I just finished my first Dorothy L. Sayers book, the first of her many mysteries starring an eccentric crime-solving aristocrat and his manservant-by-day, expert-photog-by-night valet. Imagine if Wooster and Jeeves went around solving mysteries, except Wooster was only pretending to be an ass, and there you have Lord Peter Wimsey and his butler, Bunter.

Quite apart from the quirky dialogue, puzzling plot and endearingly open-hearted discussions between Lord Peter and his policeman friend, this book is worth reading because the main character is a book hound. All through the novel he's sending his butler off to auctions to pick up rare editions for him, and Sayers thoughtfully includes footnotes for the reader which give details about the books requested, and whether Lord Peter was able to acquire them or not. As a book lover myself, I cannot express how satisfying I found this.

Pick this up if you've finished all the Miss Marple books and you're still hankering for a head-scratcher to eat up an afternoon.

Sale report

I bought only 20 books today (last year I bought twice that on opening day). There are fewer options this year, and very few boxes of books stuffed under the tables. We only spotted a couple of book sharks, and people were only rude and tense in the sci-fi/fantasy section. (There tend to be a lot more blank, menacing stares and blatant poaching in that section on any day.)

Anyhow, I am happy with my smaller haul. My best find of the day: Whose Body? by Dorothy L. Sayers. Mystery lovers will know this as the first of her Lord Peter Wimsey books, but when I first saw it I thought it might be a hysterically inappropriate children's story.

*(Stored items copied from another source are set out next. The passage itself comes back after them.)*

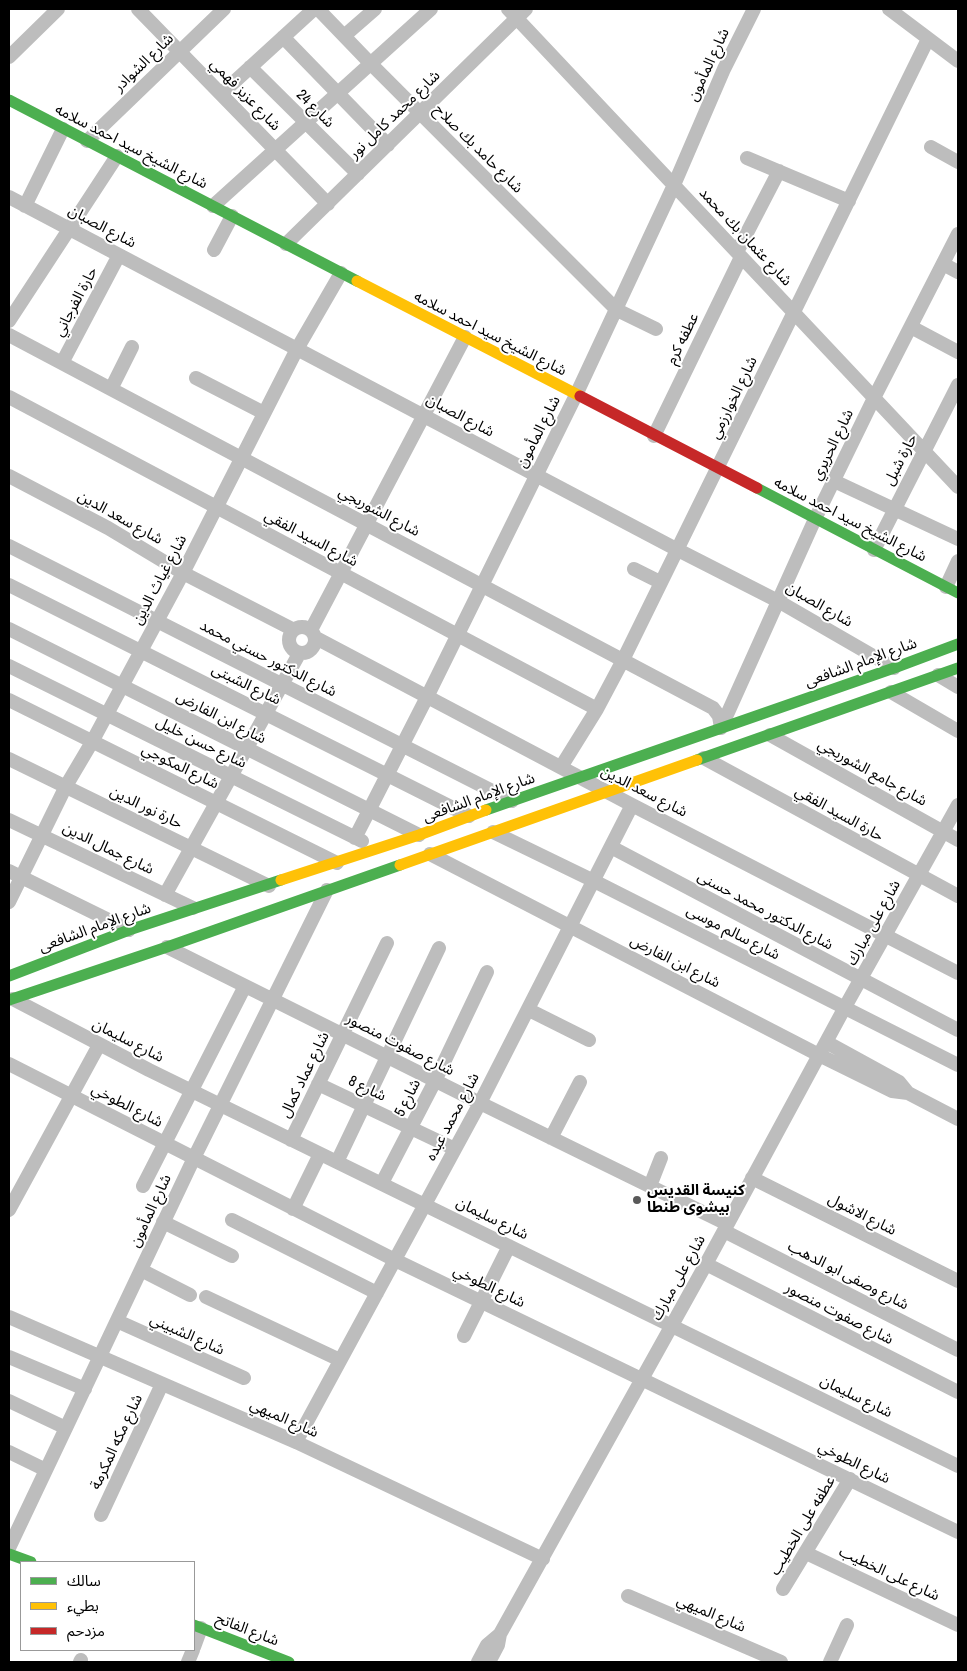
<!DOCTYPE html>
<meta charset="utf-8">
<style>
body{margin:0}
#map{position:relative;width:967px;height:1671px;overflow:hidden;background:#fff;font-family:"Archivo Narrow","Noto Sans Arabic",sans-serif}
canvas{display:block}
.frame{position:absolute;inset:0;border:10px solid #000;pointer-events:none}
.legend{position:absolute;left:20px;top:1561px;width:175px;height:90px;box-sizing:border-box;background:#fff;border:1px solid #999;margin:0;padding:6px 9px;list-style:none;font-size:15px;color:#000}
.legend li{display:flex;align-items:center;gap:10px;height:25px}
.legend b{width:25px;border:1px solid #999}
</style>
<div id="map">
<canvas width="967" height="1671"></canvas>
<div class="frame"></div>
<ul class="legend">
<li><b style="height:6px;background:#4caf50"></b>سالك</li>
<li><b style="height:6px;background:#ffc107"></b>بطيء</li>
<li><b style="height:6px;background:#c62828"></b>مزدحم</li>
</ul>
</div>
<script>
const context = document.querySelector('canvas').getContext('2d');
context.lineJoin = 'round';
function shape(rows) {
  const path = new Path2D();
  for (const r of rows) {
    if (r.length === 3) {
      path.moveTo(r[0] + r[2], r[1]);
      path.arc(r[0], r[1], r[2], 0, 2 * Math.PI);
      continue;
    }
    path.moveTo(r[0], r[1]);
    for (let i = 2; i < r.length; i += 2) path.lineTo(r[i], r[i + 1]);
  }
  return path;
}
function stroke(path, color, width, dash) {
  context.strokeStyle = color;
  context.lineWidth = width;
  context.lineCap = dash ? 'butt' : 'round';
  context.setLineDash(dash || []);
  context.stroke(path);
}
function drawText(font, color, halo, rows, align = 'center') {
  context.font = font + ' "Archivo Narrow","Noto Sans Arabic",sans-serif';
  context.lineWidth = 4;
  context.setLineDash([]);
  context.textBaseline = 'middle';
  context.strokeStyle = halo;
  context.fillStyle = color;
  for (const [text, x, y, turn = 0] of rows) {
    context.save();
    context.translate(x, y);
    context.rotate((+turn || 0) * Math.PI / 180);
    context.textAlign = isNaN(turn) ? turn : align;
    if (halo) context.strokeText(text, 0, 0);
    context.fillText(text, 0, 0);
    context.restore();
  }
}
stroke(shape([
 [138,9,328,204],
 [318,9,370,63,617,310,656,329],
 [508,9,958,487],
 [889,9,958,61],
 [344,36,375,9],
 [283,37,388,145],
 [9,57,58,9],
 [250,67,358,174],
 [221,94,314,9],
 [87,141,224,9],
 [931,147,958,162],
 [747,158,849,201],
 [9,197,676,549,778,601,894,668],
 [25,206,63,129],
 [213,206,431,9],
 [286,244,526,9],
 [214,250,232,216],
 [737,252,779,171],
 [943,264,958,272],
 [9,321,117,156],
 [911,327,958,352],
 [9,335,713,708,719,716,721,728],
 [62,363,119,255],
 [196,378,264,413],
 [111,389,132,347],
 [9,397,597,709],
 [654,436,741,257],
 [9,476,108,528,183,573,294,630],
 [834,481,958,539],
 [9,546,512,801],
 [874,550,958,385],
 [634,569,660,582],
 [9,585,469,816],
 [946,587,958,561],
 [302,640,13],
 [9,629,419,835],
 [311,630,465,337],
 [316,638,632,805,958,973],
 [9,666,362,841],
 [938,675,958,687],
 [891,692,958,731],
 [9,700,337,863],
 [721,728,815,519,874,398,958,234],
 [770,735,958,840],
 [704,758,958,896],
 [9,759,269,886],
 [561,767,597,709,623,660,928,39],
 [9,820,193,908],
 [493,832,594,881,958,1065],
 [355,838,427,697,576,395,674,185,724,69,754,9],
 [611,847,958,1030],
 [430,854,819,1055,892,1091,908,1093,958,1119],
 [9,871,129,930],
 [165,895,299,654],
 [9,902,66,786,92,742,183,573,297,349,341,273],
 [167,947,480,1103,727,1224],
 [13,999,149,1070,958,1466],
 [529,1010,589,1040],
 [826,1042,899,1082,908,1093],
 [9,1064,395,1260,958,1532],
 [318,1084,455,1149],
 [551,1138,580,1082],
 [291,1140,387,943],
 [337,1162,439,948],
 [752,1178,958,1281],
 [382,1183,435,1081,487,972],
 [143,1186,245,986],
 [650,1186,661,1158],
 [293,1209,320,1154],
 [9,1210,99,1045],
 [232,1220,377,1293],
 [163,1222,232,1256],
 [724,1231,958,1350],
 [706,1264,958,1392],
 [141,1270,190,1295],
 [206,1297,340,1360],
 [9,1317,296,1442,543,1559],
 [117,1321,244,1378],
 [464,1336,509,1246],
 [9,1357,85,1389],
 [9,1401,66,1428],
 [296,1442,480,1103,632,805],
 [9,1452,46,1470],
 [101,1515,162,1384],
 [9,1548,194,1158,327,890],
 [806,1553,958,1625],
 [783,1589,850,1479],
 [628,1596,781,1662],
 [194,1647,201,1628],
 [80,1662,81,1660],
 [188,1662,193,1650],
 [478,1662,487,1645,500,1634],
 [489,1662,498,1645,500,1634,706,1264,845,1007,958,805],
 [830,1662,847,1625]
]), '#bdbdbd', 14);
stroke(shape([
 [9,100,357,281],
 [757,488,958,593],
 [697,760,958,668],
 [486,810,894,668,958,644],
 [9,976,129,930,281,880],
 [9,1000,167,947,400,865],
 [9,1554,31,1562],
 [194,1625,289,1662]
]), '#4caf50', 11);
stroke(shape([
 [357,281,580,396],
 [400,865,697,760],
 [281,880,419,835,486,810]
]), '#ffc107', 11);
stroke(shape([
 [580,396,757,488]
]), '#c62828', 11);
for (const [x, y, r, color] of [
 [637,1200,5,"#595959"]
]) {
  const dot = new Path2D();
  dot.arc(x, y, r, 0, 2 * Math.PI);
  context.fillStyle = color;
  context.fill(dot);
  stroke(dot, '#fff', 2);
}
drawText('15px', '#000', '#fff', [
 ["شارع الشوادر",144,63,-44],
 ["شارع المأمون",709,65,-65],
 ["شارع عزيز فهمي",245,95,46],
 ["شارع 24",315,109,45],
 ["شارع محمد كامل نور",395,115,-44],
 ["شارع الشيخ سيد احمد سلامه",131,147,27],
 ["شارع حامد بك صلاح",478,149,45],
 ["شارع الصبان",102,227,28],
 ["شارع عثمان بك محمد",745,237,47],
 ["حارة الفرجاني",76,302,-62],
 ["شارع الشيخ سيد احمد سلامه",490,334,27],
 ["عطفه كرم",683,339,-64],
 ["شارع الخوارزمي",734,398,-64],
 ["شارع الصبان",460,416,28],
 ["شارع المأمون",539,432,-63],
 ["شارع الحريري",833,445,-64],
 ["حارة شبل",901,460,-63],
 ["شارع الشوربجي",379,512,28],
 ["شارع سعد الدين",120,518,29],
 ["شارع الشيخ سيد احمد سلامه",850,520,27],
 ["شارع السيد الفقي",311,539,28],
 ["شارع غياث الدين",160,580,-62],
 ["شارع الصبان",819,605,30],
 ["شارع الدكتور حسني محمد",268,659,27],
 ["شارع الإمام الشافعى",861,663,-20],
 ["شارع الشبتى",246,685,26],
 ["شارع ابن الفارض",221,718,27],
 ["شارع حسن خليل",201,743,26],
 ["شارع المكوجي",180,767,26],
 ["شارع جامع الشوربجي",872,773,29],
 ["شارع سعد الدين",644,792,27],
 ["شارع الإمام الشافعى",479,798,-20],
 ["حارة نور الدين",146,808,26],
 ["حارة السيد الفقي",839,814,29],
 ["شارع جمال الدين",108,849,26],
 ["شارع الدكتور محمد حسنى",765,911,28],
 ["شارع على مبارك",874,923,-61],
 ["شارع الإمام الشافعى",95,928,-20],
 ["شارع سالم موسى",733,933,27],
 ["شارع ابن الفارض",675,962,27],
 ["شارع سليمان",128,1041,27],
 ["شارع صفوت منصور",400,1045,27],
 ["شارع عماد كمال",305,1075,-64],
 ["شارع 8",367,1089,26],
 ["شارع 5",408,1098,-63],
 ["شارع الطوخي",127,1106,27],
 ["شارع محمد عبده",453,1117,-62],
 ["شارع المأمون",151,1211,-65],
 ["شارع الاشول",862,1215,27],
 ["شارع سليمان",492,1219,26],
 ["شارع وصفى ابو الدهب",848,1276,27],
 ["شارع على مبارك",679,1278,-61],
 ["شارع الطوخي",489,1287,26],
 ["شارع صفوت منصور",839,1314,27],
 ["شارع الشبيني",187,1335,24],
 ["شارع سليمان",856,1397,26],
 ["شارع الميهي",284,1419,24],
 ["شارع مكه المكرمة",117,1442,-65],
 ["شارع الطوخي",854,1463,26],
 ["عطفه على الخطيب",803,1526,-59],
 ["شارع على الخطيب",889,1574,25],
 ["شارع الميهي",711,1614,23],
 ["شارع الفاتح",247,1630,21]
]);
drawText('bold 15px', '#000', '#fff', [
 ["كنيسة القديس",647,1191],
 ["بيشوى طنطا",647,1208]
], 'left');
</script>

I also found The Fairy Tales of Oscar Wilde, a literary analysis of the Narnia books, The More Than Complete Hitchhiker's Guide (for $1!), and an L.M. Montgomery book I've never seen before which doesn't even appear to be about a wistful orphan. Score!

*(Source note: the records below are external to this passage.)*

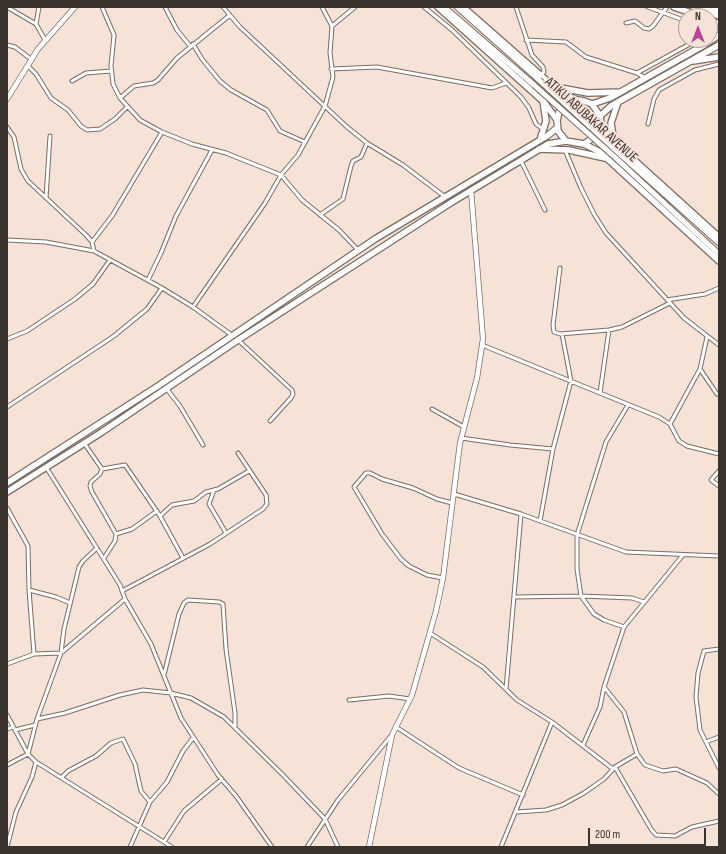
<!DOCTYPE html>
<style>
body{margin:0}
#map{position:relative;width:726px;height:854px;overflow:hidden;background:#f5e3d8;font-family:"Sofia Sans Condensed",sans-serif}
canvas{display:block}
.frame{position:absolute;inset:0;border:8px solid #3a332e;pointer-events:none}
.north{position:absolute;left:678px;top:8px;width:40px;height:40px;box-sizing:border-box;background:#f5e3d8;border:1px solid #aa9d94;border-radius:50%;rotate:0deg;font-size:11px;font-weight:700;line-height:16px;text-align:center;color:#3a332e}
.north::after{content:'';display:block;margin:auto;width:14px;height:18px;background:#bb449a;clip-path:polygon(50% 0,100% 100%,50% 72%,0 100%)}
.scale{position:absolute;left:588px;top:828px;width:118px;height:18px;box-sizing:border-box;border:2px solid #3a332e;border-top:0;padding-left:5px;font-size:12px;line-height:14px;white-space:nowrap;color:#3a332e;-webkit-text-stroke:3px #f5e3d8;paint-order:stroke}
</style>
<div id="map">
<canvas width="726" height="854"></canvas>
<div class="frame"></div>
<div class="north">N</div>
<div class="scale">200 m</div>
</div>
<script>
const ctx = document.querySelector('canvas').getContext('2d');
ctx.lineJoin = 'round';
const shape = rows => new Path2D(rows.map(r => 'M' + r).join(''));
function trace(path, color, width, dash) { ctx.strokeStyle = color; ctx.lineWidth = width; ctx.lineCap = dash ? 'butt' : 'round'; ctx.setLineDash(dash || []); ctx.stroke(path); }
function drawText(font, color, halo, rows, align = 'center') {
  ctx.font = font + ' "Sofia Sans Condensed",sans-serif'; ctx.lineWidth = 4; ctx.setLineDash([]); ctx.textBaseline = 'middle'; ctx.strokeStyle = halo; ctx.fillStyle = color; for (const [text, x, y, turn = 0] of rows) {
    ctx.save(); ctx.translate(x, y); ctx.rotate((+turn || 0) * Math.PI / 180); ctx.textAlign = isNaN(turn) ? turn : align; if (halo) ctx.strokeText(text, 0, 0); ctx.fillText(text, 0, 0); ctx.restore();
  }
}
const street = shape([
 [7,7,36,24,45,40],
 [102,7,114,35,111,66,113,84,120,98,140,120,162,132,192,144,226,153,281,175,302,200,339,230,358,250],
 [165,7,177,30,190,46],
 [223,7,240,27,347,127,367,143,403,165,444,196],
 [322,7,332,26],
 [424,7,452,30,521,97,529,108,536,124,543,129],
 [516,7,532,55,543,67,544,72,541,75],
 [648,7,686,21],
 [626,23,635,21,644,28,649,29,653,26,667,7],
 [36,24,39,7],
 [526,40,566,42,586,57,637,73,645,78],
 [193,44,202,59,220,81,231,90,267,110,280,131,305,142],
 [7,45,15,47,32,60],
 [28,66,36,74,51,98,68,110,81,126,87,130,100,129,115,119,127,107],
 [331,69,377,67,492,88,506,83],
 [637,73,697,40],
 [72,81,86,73,111,71],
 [120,98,134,86,153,83,158,80,177,58,230,15],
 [648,124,654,99,659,90,695,70,719,64],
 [7,127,14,137,21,169,28,181,86,235,92,242,94,251],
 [565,150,581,188,594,214,606,233,684,318,719,345],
 [521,161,545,210],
 [46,198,50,136],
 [320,215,343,199,351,166,353,161,361,157,367,143],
 [7,240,46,242,94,251,162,288,193,307,233,336],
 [92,242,112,216,162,132],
 [560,268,553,325,554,332,560,334,609,330,622,327,670,303],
 [148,280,161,253,176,216,212,150],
 [667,300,705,294,719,288],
 [193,307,265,203,281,175,298,155,325,106,333,77,330,53,332,26,355,7],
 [7,339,27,331,75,299,93,284,110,260],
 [238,340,292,390,293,394,291,398,270,421],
 [482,345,659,417,670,424,679,441,687,446,719,454],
 [700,369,717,394],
 [166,388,180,406,203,445],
 [600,393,609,330],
 [7,407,114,336,147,309,162,288],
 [432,409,464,427],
 [670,424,700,369,707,337],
 [461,438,510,445,553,449],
 [84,443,102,469],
 [46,467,120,585,125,599,151,644,181,718,218,775,236,796,272,847],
 [719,471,711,480,719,486],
 [214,490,209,504,226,533],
 [454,494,521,514,626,552,719,556],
 [7,508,28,546,29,590,34,654],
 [160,516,172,505,194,501,206,492,218,489,249,471],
 [540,521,553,449,571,381,562,334],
 [116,534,132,529,157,511],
 [104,558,115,541,116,534,92,492,90,486,91,482,100,474,102,469,125,465,160,516,183,558],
 [443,578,427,575,409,566,401,559,382,534,354,487,366,473,370,473,382,479,413,488,437,499,452,503],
 [29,590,56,597,70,603],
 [122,591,210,544,263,509,267,504,266,495,238,453],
 [514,597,581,596,632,598,644,602],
 [624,627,604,620,594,614,581,596,577,569,577,535,606,442,628,405],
 [430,633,483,667,517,700,552,722,613,769],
 [719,649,704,651,698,673,696,697,700,730,719,768],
 [7,664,34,654,61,653,125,599],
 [164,675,179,614,184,603,188,600,219,602,223,604,226,649,235,713,235,728],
 [604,687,624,712,637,754,645,765,663,771,676,769,707,783,719,794],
 [506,689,521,514],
 [349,700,389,696,410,699],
 [7,715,28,754,36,762,172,847],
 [37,719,61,653,64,629,79,567,83,561,97,548],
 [396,727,459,768,523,795],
 [7,729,13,727],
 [15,730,35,725],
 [706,742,719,737],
 [583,745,600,707,604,687,624,627,683,555],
 [28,754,37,719,65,713,120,695,143,690,171,693,191,698,224,717,283,775,325,819,338,847],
 [7,765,28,754],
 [615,767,651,829,656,835,675,836,692,827,719,821],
 [62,777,68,771,96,756,111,743,123,739,135,764,141,791,150,802],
 [516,812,546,810,562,805,584,793,604,779,615,767,637,754],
 [164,842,184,811,222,779],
 [7,847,16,812,32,777,36,762],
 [130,847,150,802,167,782,183,751,193,738],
 [307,847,338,800,390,737],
 [501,847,552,722]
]);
const secondary = shape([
 [7,99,38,49,75,7],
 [369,847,392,735,412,695,436,611,443,578,460,443,477,378,483,339,471,190]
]);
const primary = shape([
 [444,7,534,85],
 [457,7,539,80],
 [621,155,719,243],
 [618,160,719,254]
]);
const highway = shape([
 [438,7,544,102,557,120],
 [463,7,562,94,577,100],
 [674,7,700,16],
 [694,7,719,16],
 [708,7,719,11],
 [710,20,719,24],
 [693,61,719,57],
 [555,87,588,93,620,92],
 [592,104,600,116,601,125,597,135,584,144,566,141,558,131,557,120,559,112,567,104,578,100,584,101,592,104,610,98,704,45,719,35],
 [600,116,611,106,719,45],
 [601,125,612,140,719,237],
 [540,140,546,121,543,101],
 [614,142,611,123,618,102],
 [584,144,600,152,719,261],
 [539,149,569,150,605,158],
 [7,483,158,386,375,239,547,136,557,128],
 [7,492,102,432,238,340,452,202,548,144,566,141]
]);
const primaryBridge = shape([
 [539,80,621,155],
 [534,85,618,160]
]);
const streetNames = [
 ["ATIKU ABUBAKAR AVENUE",591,120,42]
];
trace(street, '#7c6c62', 5);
trace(secondary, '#7c6c62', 6);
trace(primary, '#7c6c62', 7);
trace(highway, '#7c6c62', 8);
trace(street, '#fff', 3);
trace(secondary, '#fff', 4.5);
trace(primary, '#fff', 5);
trace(highway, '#fff', 5.5);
trace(primaryBridge, '#7c6c62', 7, []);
trace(primaryBridge, '#fff', 5);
drawText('14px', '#3a332e', '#f5e3d8', streetNames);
</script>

A thousand foam-covered typewriters

Last night I dreamed I'd been bitten by a rabid monkey. At the end of the dream, I had to lock myself in a room full of the little bastards in order to be eaten alive, thus preventing myself from becoming a rabid danger to those around me (and neatly disposing of my body -- eco-conscious!). I had this dream over and over: each time it ended with me running into the monkey room, turning the lock (to prevent my friends from rescuing me), and slooowly turning around to face the roomful of desperate, foamy little monkey heads.

I relate this here because I have not had such a gruesome, interesting death in a dream for some time, and I woke up feeling rather proud of it.

Also because there is nothing quite like being utterly certain that you are about to be devoured alive by rabid monkeys, only to open your eyes and discover that you get to go to the book sale instead.

Less than 24 hours away...

"No dearness of price ought to hinder a man from buying books [...] how shall the bargain be shown to be dear when an infinite good is being bought?"
-Richard de Bury, 14th c. Bishop of Durham

I found this quotation in Happy Alchemy, a collection of essays about music and the theater by the great Robertson Davies. It was one of those occasional treasures: a book whose existence you never suspected, written by a favorite author, carelessly left on a $1 cart or a bargain table. It's those moments of great discovery that make the hours of browsing worthwhile, along with the lesser (but still keen) pleasures of discovering books you'd read as a child but lost track of, or books you've long wanted to read but had not yet found.

"There is a joy known only to collectors in possessing the physical form of a book, quite apart from its contents," wrote Davies. Also, "My collection is a mirror of my mind, or a large part of it, and sometimes I think what a sorry, frivolous mess it is."

Here's to collectors everywhere and our sorry, frivolous minds. See you tomorrow.

Library Sale this weekend

Just a little heads-up: the SF Library Book Sale starts on Thursday, 9/24, and runs through Sunday, 9/27.

As you will recall from my inability to shut up about it in previous years, the sale takes place in the Festival Pavilion at Fort Mason, a massive warehouse filled with over 300,000 books on sale for $5 or less -- usually, much less.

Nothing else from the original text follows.